Three Poems by Zoë Fay-Stindt

HOW TO MAKE ME COME

Break the neck of the capitalist shrike, hollering and hollering in my belly. Behind her, a clogged and rusting pleasure barrel: body slam it. River-soak yet? Call my high school lover who pulled 1/3 of a split condom   from me with his bare hand.   No, wait, not him—call the gone   sister who explained to my college love,   full up   on Franzia,   how to go about it:  three fingers and an instruction manual   somewhere piled under   past-due toll bills.   The women always knew, no step-by-step. With your tongue, whistle back to the nuthatch singing outside, rhythmic, again, again, again, again,  don’t,  stop,  there,  the ice,  on Ada,  Hayden,  melting,  plates,  shattering, into,  each  other.  Tiny.  Mountains.  Rising.  Plunge.  Me.  Daddy.  I’ve never.  Met an  iceberg. I didn’t want  /  to swallow  /  whole, never  /  met a half-  /  woman I didn’t  /  want to cultivate  / a garden with.   You know   the metaphor,  right?   The one   where we both   go yodeling through fields of mustard after?   You the nun,   I the bad, bad God?  Baby, were you a flute player in a past life?   I can feel every desperate   rumble from the disappearing glaciers, shifting   grief around   in my anatomy—quickly,   hunger darling.   We don’t have much time.

 

TORSE GERBE (SHEAF TORSO), HANS (JEAN) ARP, 1958

Past the room where a merwoman 
lies, pointy tits, all bronze & crowned 
into spikes, past the courtyard 
where the boy leaps from Pegasus 
into February blue, past the dead 
fountains and frozen pathways 
and worked, warped stone, a small girl 
in her blonde bob and pinked-up 
Sunday pajamas says this one 
to the grandmother willing her 
to take a photo with Grant Wood 
and his stocky yard, green & brown 
everything, flat, but she says no, this one
sidles up to this white curve of marble: 
sculpture’s ass sparkling, whisper 
tits, and no head just the essence 
of a woman, coiled up, bottom-heavy, 
propped on a square & sure podium 
in the middle of a room where sun 
slants away from her: take my picture.
The artist’s grief, says the plaque 
on the wall, transformed the wife 
he lost to a stove accident 
into “an abstract image of beauty 
and tranquility,” the unicorns or ladybugs 
on the girl’s shirt crawling now
as she poses, the block beaming, 
huge, colossal in its stillness, its finale, 
as her grandmother coaxes the girl—
say I love you, say I love you, mommy
to look into the mechanical eye.

 

Little me,

In Wisconsin, everyone waves to each other.

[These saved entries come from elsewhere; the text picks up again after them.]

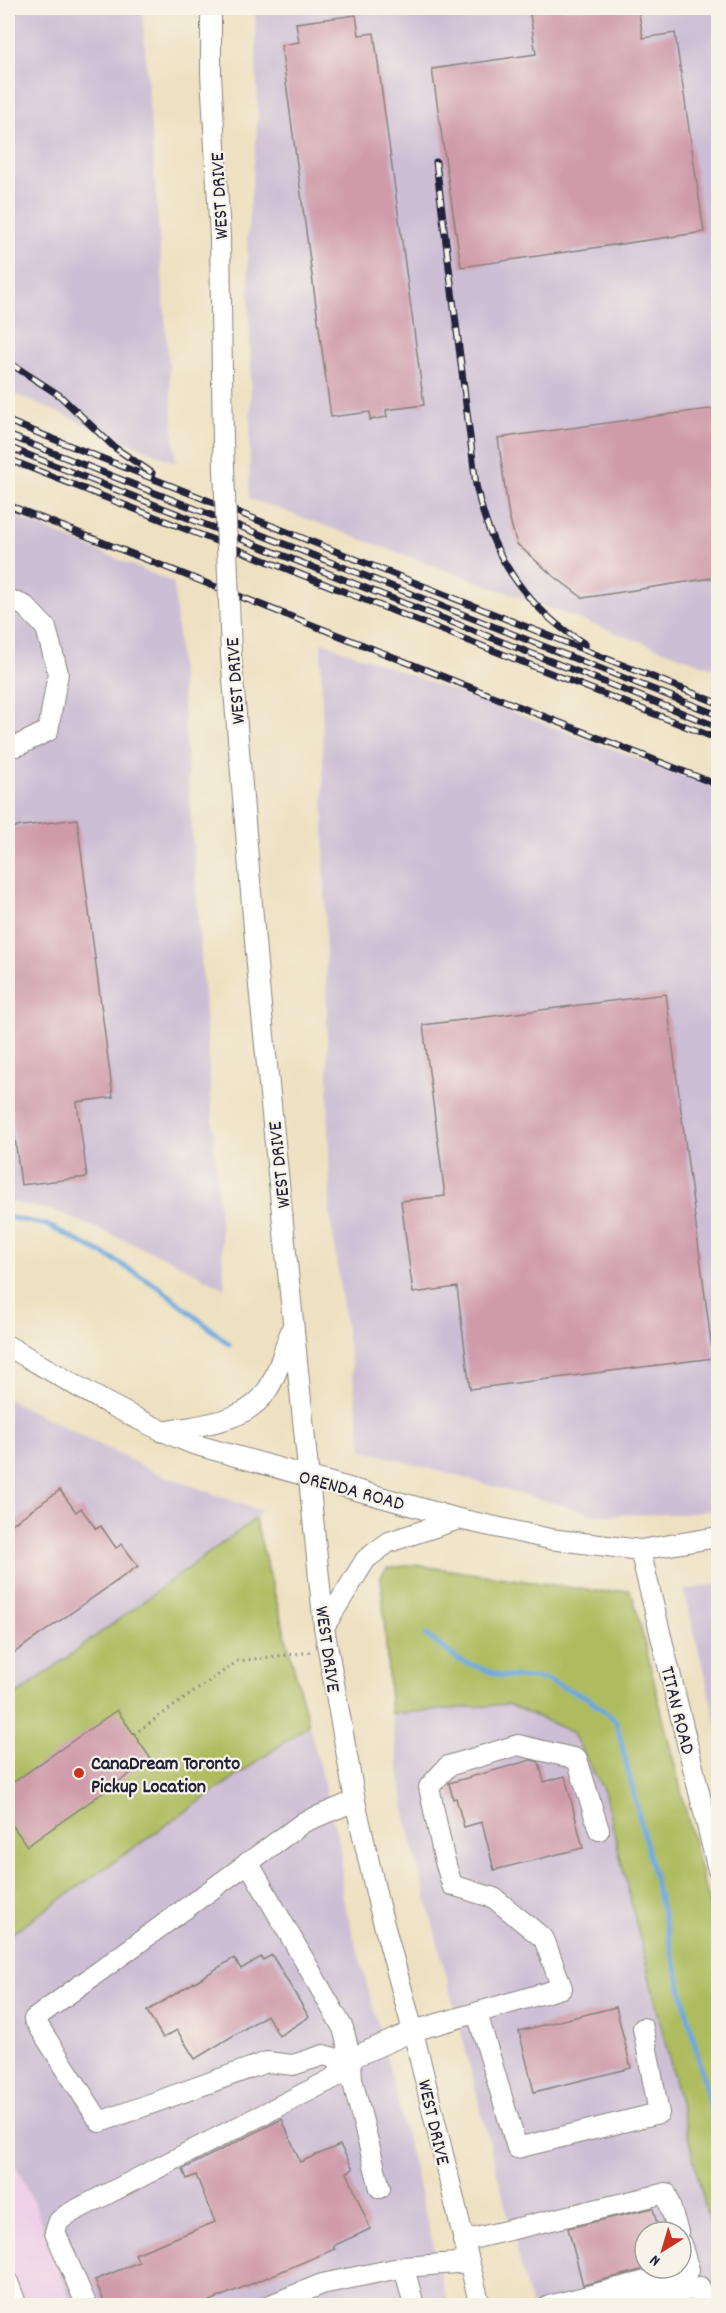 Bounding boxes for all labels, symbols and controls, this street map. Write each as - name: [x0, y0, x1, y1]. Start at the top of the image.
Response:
- street label: WEST DRIVE: [205, 152, 237, 240]
- street label: WEST DRIVE: [220, 636, 254, 725]
- street label: WEST DRIVE: [263, 1120, 299, 1209]
- street label: ORENDA ROAD: [295, 1464, 407, 1519]
- street label: WEST DRIVE: [306, 1604, 346, 1694]
- street label: TITAN ROAD: [652, 1664, 701, 1758]
- place label: CanaDream Toronto Pickup Location: [91, 1751, 240, 1802]
- marker: CanaDream Toronto Pickup Location: [72, 1766, 86, 1780]
- street label: WEST DRIVE: [409, 2077, 455, 2168]
- north arrow: [633, 2220, 693, 2280]
- text: N: [645, 2248, 666, 2272]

The stray cat in front of the co-op has gotten more love in the last twenty minutes than anyone can hope for in a year: someone’s just stooped their ancient body down to meet her with their rough hands behind her welcome ear; another has emptied a yogurt container to fill with water. 

There is always someone waiting to shower you, little one. 

In the driftless, every valley dodged the glacier’s flattening heft. Now, a farm cat swats at the blackbirds swooping down to greet it. 

We’re never out of the woods: more woods, more wolves howling as you try to brave the outhouse. In the morning, all those trees remind you of their fellowship: eyes upon eyes of birches. I’m alone, said nobody ever without lying. 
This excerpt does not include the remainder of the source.